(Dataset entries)
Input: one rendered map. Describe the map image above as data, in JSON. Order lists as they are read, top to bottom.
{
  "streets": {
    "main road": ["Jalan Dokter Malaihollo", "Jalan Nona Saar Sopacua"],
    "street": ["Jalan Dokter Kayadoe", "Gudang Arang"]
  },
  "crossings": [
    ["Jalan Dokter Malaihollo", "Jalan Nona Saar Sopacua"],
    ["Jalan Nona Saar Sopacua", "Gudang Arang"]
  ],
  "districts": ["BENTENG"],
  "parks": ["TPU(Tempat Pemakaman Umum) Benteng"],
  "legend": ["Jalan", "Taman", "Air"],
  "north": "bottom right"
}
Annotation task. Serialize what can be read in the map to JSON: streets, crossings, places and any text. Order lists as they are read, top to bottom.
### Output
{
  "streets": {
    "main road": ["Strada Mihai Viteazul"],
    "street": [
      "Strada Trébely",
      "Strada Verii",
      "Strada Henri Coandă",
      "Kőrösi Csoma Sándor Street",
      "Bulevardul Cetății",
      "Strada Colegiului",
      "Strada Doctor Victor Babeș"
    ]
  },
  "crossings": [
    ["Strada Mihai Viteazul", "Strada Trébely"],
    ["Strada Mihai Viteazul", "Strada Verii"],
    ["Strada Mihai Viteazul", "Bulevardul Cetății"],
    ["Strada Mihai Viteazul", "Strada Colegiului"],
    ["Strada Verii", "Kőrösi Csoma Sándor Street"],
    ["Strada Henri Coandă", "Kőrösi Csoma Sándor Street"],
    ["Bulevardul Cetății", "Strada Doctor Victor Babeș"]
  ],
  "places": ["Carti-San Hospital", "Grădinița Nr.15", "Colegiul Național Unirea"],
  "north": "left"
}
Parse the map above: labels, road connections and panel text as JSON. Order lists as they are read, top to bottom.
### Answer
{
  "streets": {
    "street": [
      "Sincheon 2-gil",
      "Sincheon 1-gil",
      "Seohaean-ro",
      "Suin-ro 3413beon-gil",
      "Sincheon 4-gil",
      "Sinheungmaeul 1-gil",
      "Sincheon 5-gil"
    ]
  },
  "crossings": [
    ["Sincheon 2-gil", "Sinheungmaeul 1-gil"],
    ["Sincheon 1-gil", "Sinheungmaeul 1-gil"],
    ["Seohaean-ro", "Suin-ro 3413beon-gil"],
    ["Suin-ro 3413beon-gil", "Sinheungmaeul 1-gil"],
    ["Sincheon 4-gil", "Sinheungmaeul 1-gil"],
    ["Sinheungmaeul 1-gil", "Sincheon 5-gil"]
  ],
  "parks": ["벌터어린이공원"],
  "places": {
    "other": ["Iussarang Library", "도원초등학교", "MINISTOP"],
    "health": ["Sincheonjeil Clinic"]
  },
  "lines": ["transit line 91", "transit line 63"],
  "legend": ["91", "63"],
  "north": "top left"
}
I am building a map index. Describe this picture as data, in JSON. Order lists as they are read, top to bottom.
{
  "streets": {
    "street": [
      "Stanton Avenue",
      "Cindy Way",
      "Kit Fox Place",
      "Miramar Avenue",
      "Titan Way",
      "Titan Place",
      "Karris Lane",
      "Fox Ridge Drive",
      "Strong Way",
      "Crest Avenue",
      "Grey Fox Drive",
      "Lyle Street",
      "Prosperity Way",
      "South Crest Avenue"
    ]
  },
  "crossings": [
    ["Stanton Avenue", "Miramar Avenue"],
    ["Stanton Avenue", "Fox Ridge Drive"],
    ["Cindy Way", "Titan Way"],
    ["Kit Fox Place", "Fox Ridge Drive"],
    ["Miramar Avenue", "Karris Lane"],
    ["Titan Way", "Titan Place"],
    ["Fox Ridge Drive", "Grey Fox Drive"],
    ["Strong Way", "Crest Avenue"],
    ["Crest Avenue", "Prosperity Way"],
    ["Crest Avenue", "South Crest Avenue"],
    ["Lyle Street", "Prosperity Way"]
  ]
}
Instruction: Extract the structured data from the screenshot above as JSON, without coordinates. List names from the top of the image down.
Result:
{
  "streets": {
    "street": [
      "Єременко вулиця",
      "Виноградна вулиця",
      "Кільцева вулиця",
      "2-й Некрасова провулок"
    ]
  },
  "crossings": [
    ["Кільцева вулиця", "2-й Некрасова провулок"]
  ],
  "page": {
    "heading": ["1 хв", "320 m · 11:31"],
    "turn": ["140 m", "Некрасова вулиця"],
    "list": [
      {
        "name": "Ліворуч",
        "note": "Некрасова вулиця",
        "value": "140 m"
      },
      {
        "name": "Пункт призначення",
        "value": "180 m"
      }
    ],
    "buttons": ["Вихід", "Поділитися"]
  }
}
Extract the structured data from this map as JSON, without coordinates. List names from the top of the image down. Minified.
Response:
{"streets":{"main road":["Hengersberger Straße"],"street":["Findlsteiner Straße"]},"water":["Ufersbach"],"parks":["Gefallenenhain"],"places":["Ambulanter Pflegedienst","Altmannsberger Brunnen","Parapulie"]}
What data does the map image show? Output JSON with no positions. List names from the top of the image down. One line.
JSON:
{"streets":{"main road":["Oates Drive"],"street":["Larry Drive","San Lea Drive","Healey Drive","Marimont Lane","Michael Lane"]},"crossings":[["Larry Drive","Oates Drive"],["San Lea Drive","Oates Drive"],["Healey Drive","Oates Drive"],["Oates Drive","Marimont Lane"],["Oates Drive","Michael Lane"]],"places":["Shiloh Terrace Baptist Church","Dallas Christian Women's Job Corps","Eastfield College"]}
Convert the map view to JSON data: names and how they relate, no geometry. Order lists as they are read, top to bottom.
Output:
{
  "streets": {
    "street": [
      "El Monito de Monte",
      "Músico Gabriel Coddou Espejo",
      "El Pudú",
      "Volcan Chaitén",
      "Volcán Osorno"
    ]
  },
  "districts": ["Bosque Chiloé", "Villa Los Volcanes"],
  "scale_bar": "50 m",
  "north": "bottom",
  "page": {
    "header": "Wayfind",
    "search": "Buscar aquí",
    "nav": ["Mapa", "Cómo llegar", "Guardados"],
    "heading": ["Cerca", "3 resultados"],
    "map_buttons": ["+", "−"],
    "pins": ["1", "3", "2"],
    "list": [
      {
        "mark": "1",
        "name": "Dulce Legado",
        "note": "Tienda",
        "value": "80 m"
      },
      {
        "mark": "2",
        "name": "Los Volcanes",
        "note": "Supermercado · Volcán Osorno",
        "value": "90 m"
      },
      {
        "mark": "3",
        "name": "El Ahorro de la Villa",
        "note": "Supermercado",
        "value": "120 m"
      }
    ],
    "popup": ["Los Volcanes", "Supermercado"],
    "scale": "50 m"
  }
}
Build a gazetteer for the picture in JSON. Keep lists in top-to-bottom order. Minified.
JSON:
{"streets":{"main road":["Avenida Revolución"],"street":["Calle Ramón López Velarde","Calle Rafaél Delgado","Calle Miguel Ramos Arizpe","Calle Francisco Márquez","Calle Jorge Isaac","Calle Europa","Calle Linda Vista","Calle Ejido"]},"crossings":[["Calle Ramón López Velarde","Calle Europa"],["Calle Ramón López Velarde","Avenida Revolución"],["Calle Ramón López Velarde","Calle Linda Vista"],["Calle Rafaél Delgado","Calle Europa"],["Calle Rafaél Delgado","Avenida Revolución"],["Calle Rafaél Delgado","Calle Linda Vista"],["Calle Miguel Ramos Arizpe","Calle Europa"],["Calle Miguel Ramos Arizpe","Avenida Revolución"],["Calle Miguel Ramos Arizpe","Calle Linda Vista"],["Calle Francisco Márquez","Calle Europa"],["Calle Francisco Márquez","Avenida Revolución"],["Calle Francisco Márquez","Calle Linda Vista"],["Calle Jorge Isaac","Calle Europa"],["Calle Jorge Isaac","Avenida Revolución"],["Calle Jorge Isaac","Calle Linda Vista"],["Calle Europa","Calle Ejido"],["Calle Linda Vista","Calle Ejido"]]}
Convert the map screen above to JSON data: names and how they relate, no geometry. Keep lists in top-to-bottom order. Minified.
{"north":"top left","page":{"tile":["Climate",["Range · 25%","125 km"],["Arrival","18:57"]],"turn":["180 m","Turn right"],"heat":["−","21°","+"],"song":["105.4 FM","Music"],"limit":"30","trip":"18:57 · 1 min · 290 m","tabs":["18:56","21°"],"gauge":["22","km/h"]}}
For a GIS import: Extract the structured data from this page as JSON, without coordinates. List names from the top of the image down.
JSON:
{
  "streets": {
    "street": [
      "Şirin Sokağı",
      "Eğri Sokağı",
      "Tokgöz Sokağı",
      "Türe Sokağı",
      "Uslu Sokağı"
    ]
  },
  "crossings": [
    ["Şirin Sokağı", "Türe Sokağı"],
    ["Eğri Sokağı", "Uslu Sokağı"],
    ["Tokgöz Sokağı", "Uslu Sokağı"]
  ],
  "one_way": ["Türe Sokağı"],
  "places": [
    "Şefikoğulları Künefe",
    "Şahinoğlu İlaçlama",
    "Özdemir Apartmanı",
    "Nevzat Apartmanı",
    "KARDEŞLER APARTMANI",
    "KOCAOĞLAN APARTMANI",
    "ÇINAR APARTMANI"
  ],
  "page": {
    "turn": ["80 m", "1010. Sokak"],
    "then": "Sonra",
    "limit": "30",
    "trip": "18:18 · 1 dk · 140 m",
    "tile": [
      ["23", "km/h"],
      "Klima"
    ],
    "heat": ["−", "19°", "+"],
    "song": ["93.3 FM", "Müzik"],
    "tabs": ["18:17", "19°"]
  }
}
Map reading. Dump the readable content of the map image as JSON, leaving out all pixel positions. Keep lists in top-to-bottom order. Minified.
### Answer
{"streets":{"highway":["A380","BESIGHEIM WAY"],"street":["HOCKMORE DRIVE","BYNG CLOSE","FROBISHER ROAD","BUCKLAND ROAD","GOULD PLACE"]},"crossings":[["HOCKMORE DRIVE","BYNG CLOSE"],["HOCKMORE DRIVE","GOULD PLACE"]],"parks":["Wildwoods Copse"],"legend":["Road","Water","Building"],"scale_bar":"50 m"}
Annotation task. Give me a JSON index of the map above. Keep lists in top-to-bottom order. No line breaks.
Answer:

■ WHAT IS REQUIRED
Exactly as written, repeat each line from the beginning of the data above to the line containing "Annotation task. Serialize", inclusive.

■ WRITTEN SOLUTION
Input: one rendered map. Describe the map image above as data, in JSON. Order lists as they are read, top to bottom.
{
  "streets": {
    "main road": ["Jalan Dokter Malaihollo", "Jalan Nona Saar Sopacua"],
    "street": ["Jalan Dokter Kayadoe", "Gudang Arang"]
  },
  "crossings": [
    ["Jalan Dokter Malaihollo", "Jalan Nona Saar Sopacua"],
    ["Jalan Nona Saar Sopacua", "Gudang Arang"]
  ],
  "districts": ["BENTENG"],
  "parks": ["TPU(Tempat Pemakaman Umum) Benteng"],
  "legend": ["Jalan", "Taman", "Air"],
  "north": "bottom right"
}
Annotation task. Serialize what can be read in the map to JSON: streets, crossings, places and any text. Order lists as they are read, top to bottom.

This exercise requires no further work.